Yacht TV’s inspiration came originally from the waterway just next to our office. I’d stare at it in the minutes when I felt brain-tired from working, watching the boats go by and listening to the call and response between the taller ones and the drawbridge operator. Just upstairs, my colleague Christiana Caro and her desk-neighbors had created Yacht TV, a simple cardboard frame, through which she shot a video series of boats passing by, which she shared on Instagram. It was a hit.

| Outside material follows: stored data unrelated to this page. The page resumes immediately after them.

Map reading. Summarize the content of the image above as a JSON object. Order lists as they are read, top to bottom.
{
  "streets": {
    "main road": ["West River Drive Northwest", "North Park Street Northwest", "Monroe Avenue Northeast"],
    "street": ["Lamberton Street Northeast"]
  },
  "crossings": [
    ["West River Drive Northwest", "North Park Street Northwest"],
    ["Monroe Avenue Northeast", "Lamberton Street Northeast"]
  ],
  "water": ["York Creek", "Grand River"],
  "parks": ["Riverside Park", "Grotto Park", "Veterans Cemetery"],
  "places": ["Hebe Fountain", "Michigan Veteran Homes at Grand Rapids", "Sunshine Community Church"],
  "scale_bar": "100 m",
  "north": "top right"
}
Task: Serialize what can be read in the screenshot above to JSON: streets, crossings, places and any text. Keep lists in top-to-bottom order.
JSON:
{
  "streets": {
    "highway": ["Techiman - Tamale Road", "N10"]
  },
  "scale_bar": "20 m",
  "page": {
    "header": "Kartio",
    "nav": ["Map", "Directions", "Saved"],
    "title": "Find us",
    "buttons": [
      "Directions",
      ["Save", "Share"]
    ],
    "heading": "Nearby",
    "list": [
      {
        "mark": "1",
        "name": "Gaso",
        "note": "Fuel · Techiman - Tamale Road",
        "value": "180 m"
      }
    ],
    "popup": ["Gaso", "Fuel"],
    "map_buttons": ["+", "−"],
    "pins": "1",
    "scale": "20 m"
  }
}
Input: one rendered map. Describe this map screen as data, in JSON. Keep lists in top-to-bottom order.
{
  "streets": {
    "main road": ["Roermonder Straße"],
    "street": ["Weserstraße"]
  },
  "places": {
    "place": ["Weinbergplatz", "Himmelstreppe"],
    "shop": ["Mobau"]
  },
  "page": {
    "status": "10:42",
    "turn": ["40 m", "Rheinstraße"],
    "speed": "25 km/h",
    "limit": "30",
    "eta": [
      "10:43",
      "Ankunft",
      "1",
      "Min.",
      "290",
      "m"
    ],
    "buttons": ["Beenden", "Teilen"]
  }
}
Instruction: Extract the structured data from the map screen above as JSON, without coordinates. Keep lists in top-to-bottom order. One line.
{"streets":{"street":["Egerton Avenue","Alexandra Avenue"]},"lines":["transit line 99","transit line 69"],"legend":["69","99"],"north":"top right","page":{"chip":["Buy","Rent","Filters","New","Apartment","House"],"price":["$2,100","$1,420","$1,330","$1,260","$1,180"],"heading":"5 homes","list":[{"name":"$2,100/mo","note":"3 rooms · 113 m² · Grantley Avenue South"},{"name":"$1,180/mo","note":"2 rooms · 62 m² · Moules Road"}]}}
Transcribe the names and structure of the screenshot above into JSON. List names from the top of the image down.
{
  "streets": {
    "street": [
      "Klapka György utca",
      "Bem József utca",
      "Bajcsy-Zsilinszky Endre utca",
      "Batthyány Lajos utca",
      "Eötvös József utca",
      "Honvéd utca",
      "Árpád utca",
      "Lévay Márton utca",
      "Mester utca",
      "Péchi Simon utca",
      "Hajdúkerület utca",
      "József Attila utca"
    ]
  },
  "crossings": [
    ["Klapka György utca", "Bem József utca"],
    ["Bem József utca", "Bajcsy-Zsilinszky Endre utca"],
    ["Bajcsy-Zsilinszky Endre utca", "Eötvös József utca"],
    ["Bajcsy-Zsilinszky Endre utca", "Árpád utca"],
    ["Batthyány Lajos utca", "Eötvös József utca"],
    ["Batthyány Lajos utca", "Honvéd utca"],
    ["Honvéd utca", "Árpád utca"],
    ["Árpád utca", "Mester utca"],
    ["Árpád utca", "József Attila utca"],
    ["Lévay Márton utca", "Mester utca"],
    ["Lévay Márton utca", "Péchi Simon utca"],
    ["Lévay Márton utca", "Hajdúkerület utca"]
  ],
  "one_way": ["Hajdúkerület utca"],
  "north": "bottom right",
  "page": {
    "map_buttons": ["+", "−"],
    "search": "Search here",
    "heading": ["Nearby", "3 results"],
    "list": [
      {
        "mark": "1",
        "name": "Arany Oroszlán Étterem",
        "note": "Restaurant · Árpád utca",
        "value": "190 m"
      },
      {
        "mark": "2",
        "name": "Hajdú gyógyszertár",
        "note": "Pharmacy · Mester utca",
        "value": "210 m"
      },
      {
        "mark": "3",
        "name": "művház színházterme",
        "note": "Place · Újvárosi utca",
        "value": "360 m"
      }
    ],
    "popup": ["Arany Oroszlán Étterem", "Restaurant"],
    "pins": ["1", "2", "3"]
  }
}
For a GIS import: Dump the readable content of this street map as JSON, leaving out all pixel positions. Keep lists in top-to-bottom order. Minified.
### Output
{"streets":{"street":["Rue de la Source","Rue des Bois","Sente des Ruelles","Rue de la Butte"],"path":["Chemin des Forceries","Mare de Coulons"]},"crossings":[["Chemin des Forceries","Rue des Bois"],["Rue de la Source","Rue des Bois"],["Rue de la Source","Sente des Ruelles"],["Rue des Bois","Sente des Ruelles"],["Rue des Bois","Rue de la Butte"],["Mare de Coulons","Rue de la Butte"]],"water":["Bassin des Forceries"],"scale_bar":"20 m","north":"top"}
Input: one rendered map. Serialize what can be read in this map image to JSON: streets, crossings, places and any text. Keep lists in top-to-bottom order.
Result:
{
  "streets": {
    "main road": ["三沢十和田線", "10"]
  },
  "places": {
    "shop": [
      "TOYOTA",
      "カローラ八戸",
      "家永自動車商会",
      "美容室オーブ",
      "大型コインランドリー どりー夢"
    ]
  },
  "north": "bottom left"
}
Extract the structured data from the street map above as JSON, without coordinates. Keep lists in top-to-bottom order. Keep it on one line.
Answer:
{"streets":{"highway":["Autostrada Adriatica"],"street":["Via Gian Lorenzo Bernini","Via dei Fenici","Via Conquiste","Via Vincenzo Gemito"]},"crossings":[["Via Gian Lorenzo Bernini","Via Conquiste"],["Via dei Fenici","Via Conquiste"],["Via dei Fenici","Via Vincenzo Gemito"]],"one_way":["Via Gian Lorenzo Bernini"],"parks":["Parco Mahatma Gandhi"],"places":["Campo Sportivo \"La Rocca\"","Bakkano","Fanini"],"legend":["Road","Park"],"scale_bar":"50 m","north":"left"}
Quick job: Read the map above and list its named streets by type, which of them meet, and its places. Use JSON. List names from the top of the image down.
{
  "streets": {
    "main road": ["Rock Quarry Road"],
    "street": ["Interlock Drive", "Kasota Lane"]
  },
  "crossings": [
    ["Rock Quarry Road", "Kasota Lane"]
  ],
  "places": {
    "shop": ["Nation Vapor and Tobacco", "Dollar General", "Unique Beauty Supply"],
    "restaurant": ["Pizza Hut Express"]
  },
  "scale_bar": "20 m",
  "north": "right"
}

It should surprise no one that we discussed automating it. I even went to the trouble of bringing a Raspberry Pi and camera into the office to give it a shot, with the idea of using machine learning to detect the boats as they sailed down the canal. Building such a machine learning workflow seemed like a lot of work. Months went by with my project hardware sitting accusationally idle, until I heard that one of our partner teams had released the AIY Vision Kit. Suddenly, an automated Yacht TV seemed within the realm of possibility. Christiana and I decided to create it as an AMI project in the vein of slow television, using the Vision Kit as a platform.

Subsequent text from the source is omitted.